---------- Data extracts

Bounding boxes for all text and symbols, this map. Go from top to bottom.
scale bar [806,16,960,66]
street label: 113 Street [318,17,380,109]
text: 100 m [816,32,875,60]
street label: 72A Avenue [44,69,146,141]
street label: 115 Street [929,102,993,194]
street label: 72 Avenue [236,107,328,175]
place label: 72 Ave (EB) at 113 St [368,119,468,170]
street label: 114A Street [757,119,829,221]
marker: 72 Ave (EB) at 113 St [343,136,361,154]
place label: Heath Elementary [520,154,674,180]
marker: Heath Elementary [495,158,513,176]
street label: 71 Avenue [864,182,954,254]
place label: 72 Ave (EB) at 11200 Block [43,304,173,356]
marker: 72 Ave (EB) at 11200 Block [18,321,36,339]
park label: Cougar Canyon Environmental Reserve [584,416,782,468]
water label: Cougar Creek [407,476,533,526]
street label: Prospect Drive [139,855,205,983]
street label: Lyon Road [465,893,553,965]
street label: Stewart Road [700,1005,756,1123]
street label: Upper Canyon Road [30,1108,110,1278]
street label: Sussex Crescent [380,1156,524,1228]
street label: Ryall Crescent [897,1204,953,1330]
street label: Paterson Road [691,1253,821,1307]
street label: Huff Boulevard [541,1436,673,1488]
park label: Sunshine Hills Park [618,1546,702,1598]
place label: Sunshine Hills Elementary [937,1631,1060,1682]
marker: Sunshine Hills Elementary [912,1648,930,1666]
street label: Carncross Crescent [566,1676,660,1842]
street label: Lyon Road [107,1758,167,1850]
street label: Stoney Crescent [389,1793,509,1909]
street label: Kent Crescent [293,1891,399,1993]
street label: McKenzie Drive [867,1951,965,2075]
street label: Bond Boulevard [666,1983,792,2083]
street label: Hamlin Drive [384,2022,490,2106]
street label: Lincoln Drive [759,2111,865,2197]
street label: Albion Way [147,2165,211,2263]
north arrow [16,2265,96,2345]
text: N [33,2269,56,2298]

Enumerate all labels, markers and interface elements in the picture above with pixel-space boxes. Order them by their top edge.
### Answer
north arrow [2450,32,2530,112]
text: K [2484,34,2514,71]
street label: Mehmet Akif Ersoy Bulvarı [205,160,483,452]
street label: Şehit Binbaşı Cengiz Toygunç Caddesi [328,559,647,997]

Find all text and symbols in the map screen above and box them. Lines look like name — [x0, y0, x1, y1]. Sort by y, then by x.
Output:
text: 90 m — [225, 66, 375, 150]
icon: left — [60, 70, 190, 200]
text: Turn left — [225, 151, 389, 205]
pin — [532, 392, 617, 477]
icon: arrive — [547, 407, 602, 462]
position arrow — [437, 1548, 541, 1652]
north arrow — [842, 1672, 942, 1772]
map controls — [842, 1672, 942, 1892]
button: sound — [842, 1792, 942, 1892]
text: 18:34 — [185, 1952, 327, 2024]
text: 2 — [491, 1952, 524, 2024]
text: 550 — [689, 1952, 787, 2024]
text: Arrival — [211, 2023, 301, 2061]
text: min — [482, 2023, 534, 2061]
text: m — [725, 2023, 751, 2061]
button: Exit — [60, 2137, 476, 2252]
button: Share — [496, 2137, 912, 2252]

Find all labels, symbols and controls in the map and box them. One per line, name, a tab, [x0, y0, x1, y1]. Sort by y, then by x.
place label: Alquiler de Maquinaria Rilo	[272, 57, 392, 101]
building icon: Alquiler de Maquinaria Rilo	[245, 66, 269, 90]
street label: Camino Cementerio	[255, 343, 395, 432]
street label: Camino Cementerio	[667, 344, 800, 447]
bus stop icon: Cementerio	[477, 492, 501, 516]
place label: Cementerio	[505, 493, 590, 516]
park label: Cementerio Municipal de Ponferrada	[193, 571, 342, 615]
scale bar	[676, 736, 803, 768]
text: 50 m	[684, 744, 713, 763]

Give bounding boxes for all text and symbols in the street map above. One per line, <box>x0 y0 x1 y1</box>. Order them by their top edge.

--------------------

## About this task
Nothing in the records may be altered; restate them word for word.

## Response box
Bounding boxes for all text and symbols, this map. Go from top to bottom.
scale bar [806,16,960,66]
street label: 113 Street [318,17,380,109]
text: 100 m [816,32,875,60]
street label: 72A Avenue [44,69,146,141]
street label: 115 Street [929,102,993,194]
street label: 72 Avenue [236,107,328,175]
place label: 72 Ave (EB) at 113 St [368,119,468,170]
street label: 114A Street [757,119,829,221]
marker: 72 Ave (EB) at 113 St [343,136,361,154]
place label: Heath Elementary [520,154,674,180]
marker: Heath Elementary [495,158,513,176]
street label: 71 Avenue [864,182,954,254]
place label: 72 Ave (EB) at 11200 Block [43,304,173,356]
marker: 72 Ave (EB) at 11200 Block [18,321,36,339]
park label: Cougar Canyon Environmental Reserve [584,416,782,468]
water label: Cougar Creek [407,476,533,526]
street label: Prospect Drive [139,855,205,983]
street label: Lyon Road [465,893,553,965]
street label: Stewart Road [700,1005,756,1123]
street label: Upper Canyon Road [30,1108,110,1278]
street label: Sussex Crescent [380,1156,524,1228]
street label: Ryall Crescent [897,1204,953,1330]
street label: Paterson Road [691,1253,821,1307]
street label: Huff Boulevard [541,1436,673,1488]
park label: Sunshine Hills Park [618,1546,702,1598]
place label: Sunshine Hills Elementary [937,1631,1060,1682]
marker: Sunshine Hills Elementary [912,1648,930,1666]
street label: Carncross Crescent [566,1676,660,1842]
street label: Lyon Road [107,1758,167,1850]
street label: Stoney Crescent [389,1793,509,1909]
street label: Kent Crescent [293,1891,399,1993]
street label: McKenzie Drive [867,1951,965,2075]
street label: Bond Boulevard [666,1983,792,2083]
street label: Hamlin Drive [384,2022,490,2106]
street label: Lincoln Drive [759,2111,865,2197]
street label: Albion Way [147,2165,211,2263]
north arrow [16,2265,96,2345]
text: N [33,2269,56,2298]

Enumerate all labels, markers and interface elements in the picture above with pixel-space boxes. Order them by their top edge.
### Answer
north arrow [2450,32,2530,112]
text: K [2484,34,2514,71]
street label: Mehmet Akif Ersoy Bulvarı [205,160,483,452]
street label: Şehit Binbaşı Cengiz Toygunç Caddesi [328,559,647,997]

Find all text and symbols in the map screen above and box them. Lines look like name — [x0, y0, x1, y1]. Sort by y, then by x.
Output:
text: 90 m — [225, 66, 375, 150]
icon: left — [60, 70, 190, 200]
text: Turn left — [225, 151, 389, 205]
pin — [532, 392, 617, 477]
icon: arrive — [547, 407, 602, 462]
position arrow — [437, 1548, 541, 1652]
north arrow — [842, 1672, 942, 1772]
map controls — [842, 1672, 942, 1892]
button: sound — [842, 1792, 942, 1892]
text: 18:34 — [185, 1952, 327, 2024]
text: 2 — [491, 1952, 524, 2024]
text: 550 — [689, 1952, 787, 2024]
text: Arrival — [211, 2023, 301, 2061]
text: min — [482, 2023, 534, 2061]
text: m — [725, 2023, 751, 2061]
button: Exit — [60, 2137, 476, 2252]
button: Share — [496, 2137, 912, 2252]

Find all labels, symbols and controls in the map and box them. One per line, name, a tab, [x0, y0, x1, y1]. Sort by y, then by x.
place label: Alquiler de Maquinaria Rilo	[272, 57, 392, 101]
building icon: Alquiler de Maquinaria Rilo	[245, 66, 269, 90]
street label: Camino Cementerio	[255, 343, 395, 432]
street label: Camino Cementerio	[667, 344, 800, 447]
bus stop icon: Cementerio	[477, 492, 501, 516]
place label: Cementerio	[505, 493, 590, 516]
park label: Cementerio Municipal de Ponferrada	[193, 571, 342, 615]
scale bar	[676, 736, 803, 768]
text: 50 m	[684, 744, 713, 763]

Give bounding boxes for all text and symbols in the street map above. One per line, <box>x0 y0 x1 y1</box>. Order them by their top edge.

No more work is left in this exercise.